# The Problem

Suppose we have a coin that lands heads with probability $p$ and tails with probability $q = p - 1$, and which has no memory between flips (meaning successive flips are stochastically independent). What are the chances of seeing two consecutive heads in n coin flips?

## The Sample Space

Representing the possible outcomes of three tosses as a tree diagram, we have:

![tree diagram for three tosses of a coin](tree0.png)

Each path has a weight equal to its probability. Since successive trials are stochastically independent, each branch leading to an H has a weight of p and each branch leading to a T has a weight of q.

Although we're trying to determine the probability of two consecutive heads in n flips, it's arguably easier to characterize its complement, the probability of *not* getting two consecutive heads in n flips. Suppose that, as of the kth flip, we have not yet seen two consecutive heads. The kth flip can be either a head or a tail. Suppose it's a head; in this case the the k-1st flip must have been a tail. So the first k flips must end either in TH or T, of probability $pq$ and $q$, respectively. Denoting the probability of not getting two consecutive heads as of flip k as $a_k$, we then have $a_k = pqa_{k-2} + qa_{k-1}$.
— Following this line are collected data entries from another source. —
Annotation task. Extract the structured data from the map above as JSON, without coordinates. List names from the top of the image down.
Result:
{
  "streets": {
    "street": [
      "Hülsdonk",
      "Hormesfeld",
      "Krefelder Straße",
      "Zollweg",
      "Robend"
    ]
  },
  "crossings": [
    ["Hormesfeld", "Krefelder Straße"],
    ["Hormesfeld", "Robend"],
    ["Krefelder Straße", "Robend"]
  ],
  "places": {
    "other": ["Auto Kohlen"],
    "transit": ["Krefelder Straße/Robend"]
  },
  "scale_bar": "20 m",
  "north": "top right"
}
To see this in the tree diagram for k = 2:

![paths without two consecutive heads on toss 2](tree1.png)

And k = 3:

![paths without two consecutive heads on toss 3](tree2.png)

## Solving for $a_i$

This recursive formulation is useful and, indeed, one way to compute the probability for two consecutive heads in n flips is to perform the computation recursively:

In [1]:
def no_two_consecutive_heads_recursive(n, p, q):
    a_k_2, a_k_1 = 1, 1
    a_k = None
    for k in range(2, n + 1):
        a_k = a_k_2 * p * q + a_k_1 * q
        a_k_2 = a_k_1
        a_k_1 = a_k
    return a_k

def two_consecutive_heads_recursive(n, p, q):
    return 1 - no_two_consecutive_heads_recursive(n, p, q)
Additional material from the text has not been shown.